▸ **DATA FOR THIS TASK**
——

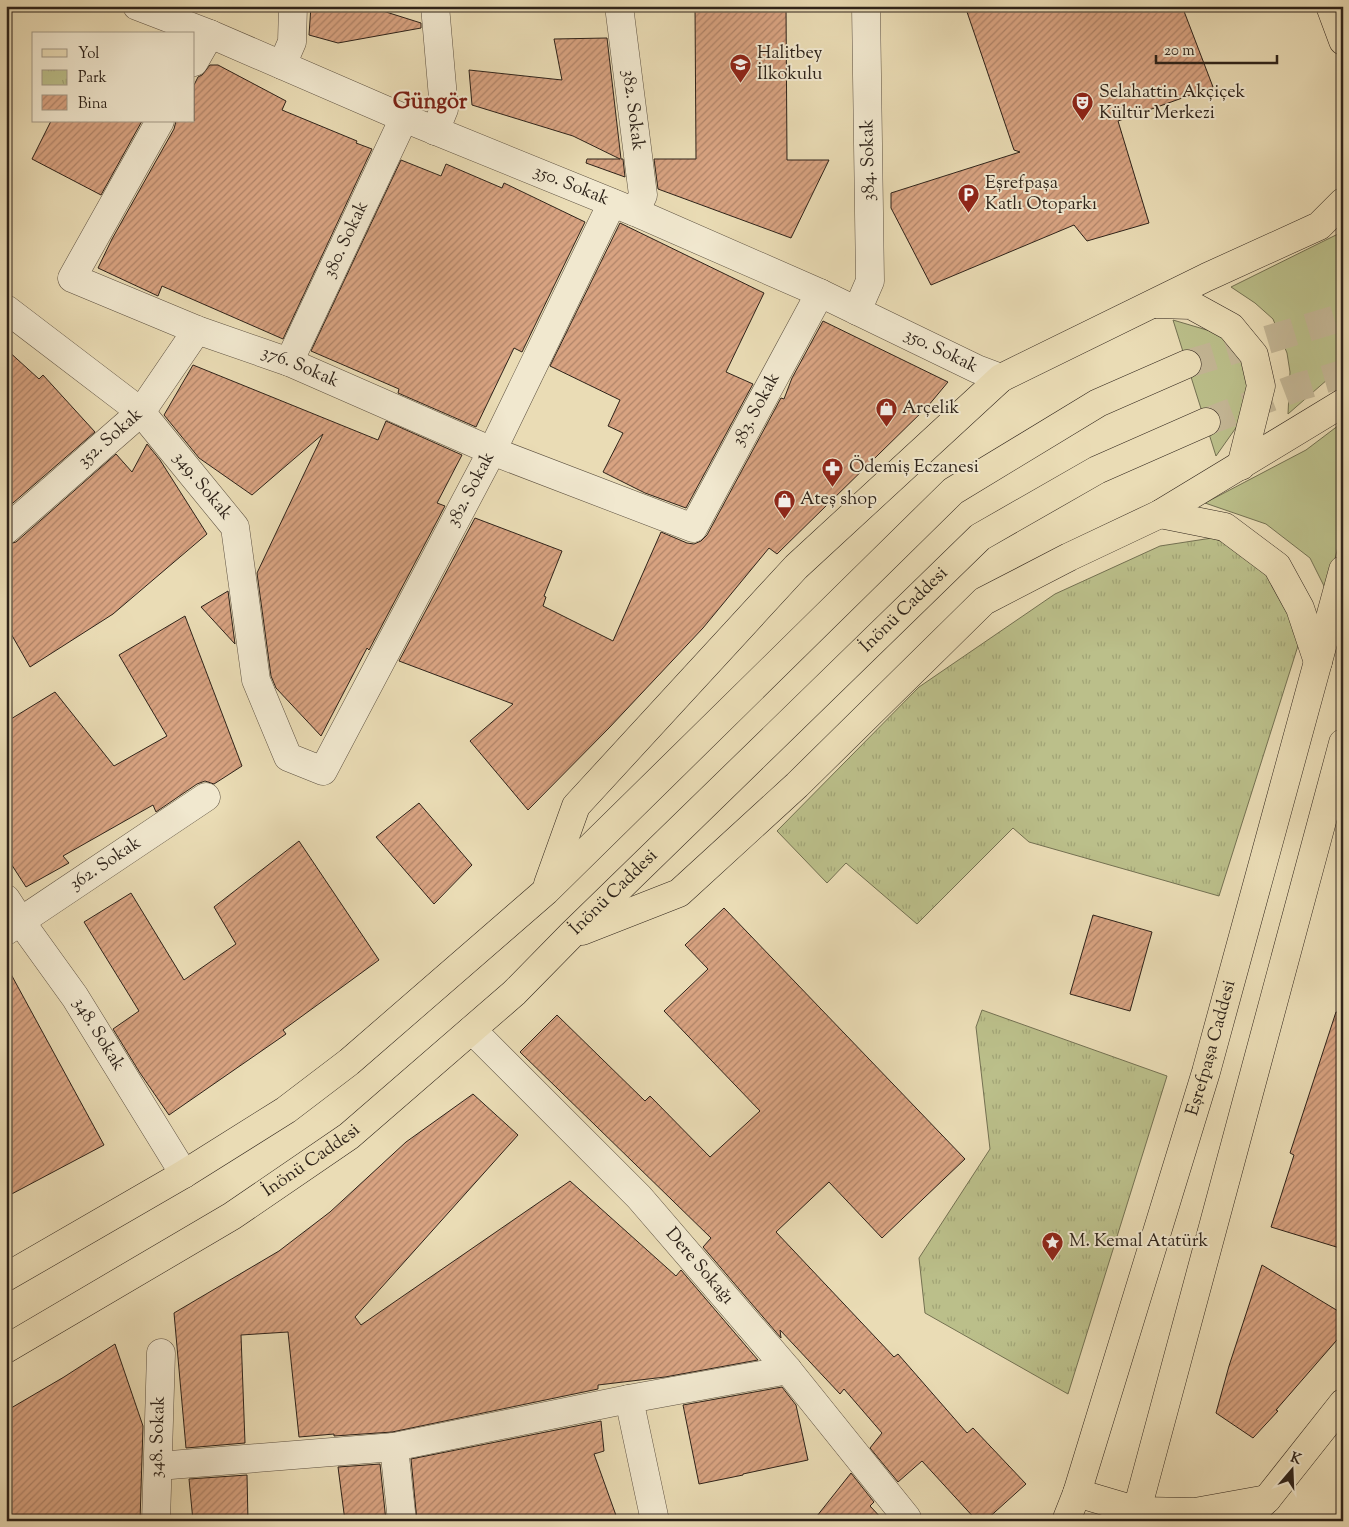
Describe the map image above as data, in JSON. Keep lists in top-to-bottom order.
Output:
{
  "streets": {
    "main road": ["İnönü Caddesi", "Eşrefpaşa Caddesi"],
    "street": [
      "382. Sokak",
      "384. Sokak",
      "350. Sokak",
      "380. Sokak",
      "376. Sokak",
      "383. Sokak",
      "352. Sokak",
      "349. Sokak",
      "362. Sokak",
      "348. Sokak",
      "Dere Sokağı"
    ]
  },
  "crossings": [
    ["382. Sokak", "350. Sokak"],
    ["382. Sokak", "376. Sokak"],
    ["382. Sokak", "349. Sokak"],
    ["384. Sokak", "350. Sokak"],
    ["350. Sokak", "380. Sokak"],
    ["350. Sokak", "383. Sokak"],
    ["380. Sokak", "376. Sokak"],
    ["376. Sokak", "383. Sokak"],
    ["376. Sokak", "352. Sokak"],
    ["352. Sokak", "349. Sokak"],
    ["İnönü Caddesi", "Dere Sokağı"],
    ["362. Sokak", "348. Sokak"]
  ],
  "districts": ["Güngör"],
  "places": {
    "school or university": ["Halitbey İlkokulu"],
    "theatre": ["Selahattin Akçiçek Kültür Merkezi"],
    "parking": ["Eşrefpaşa Katlı Otoparkı"],
    "shop": ["Arçelik", "Ateş shop"],
    "pharmacy": ["Ödemiş Eczanesi"],
    "place": ["M. Kemal Atatürk"]
  },
  "legend": ["Yol", "Park", "Bina"],
  "scale_bar": "20 m",
  "north": "top"
}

——

In the material above, repeat each entry exactly and omit every picture.

Describe the map image above as data, in JSON. Keep lists in top-to-bottom order.
Output:
{
  "streets": {
    "main road": ["İnönü Caddesi", "Eşrefpaşa Caddesi"],
    "street": [
      "382. Sokak",
      "384. Sokak",
      "350. Sokak",
      "380. Sokak",
      "376. Sokak",
      "383. Sokak",
      "352. Sokak",
      "349. Sokak",
      "362. Sokak",
      "348. Sokak",
      "Dere Sokağı"
    ]
  },
  "crossings": [
    ["382. Sokak", "350. Sokak"],
    ["382. Sokak", "376. Sokak"],
    ["382. Sokak", "349. Sokak"],
    ["384. Sokak", "350. Sokak"],
    ["350. Sokak", "380. Sokak"],
    ["350. Sokak", "383. Sokak"],
    ["380. Sokak", "376. Sokak"],
    ["376. Sokak", "383. Sokak"],
    ["376. Sokak", "352. Sokak"],
    ["352. Sokak", "349. Sokak"],
    ["İnönü Caddesi", "Dere Sokağı"],
    ["362. Sokak", "348. Sokak"]
  ],
  "districts": ["Güngör"],
  "places": {
    "school or university": ["Halitbey İlkokulu"],
    "theatre": ["Selahattin Akçiçek Kültür Merkezi"],
    "parking": ["Eşrefpaşa Katlı Otoparkı"],
    "shop": ["Arçelik", "Ateş shop"],
    "pharmacy": ["Ödemiş Eczanesi"],
    "place": ["M. Kemal Atatürk"]
  },
  "legend": ["Yol", "Park", "Bina"],
  "scale_bar": "20 m",
  "north": "top"
}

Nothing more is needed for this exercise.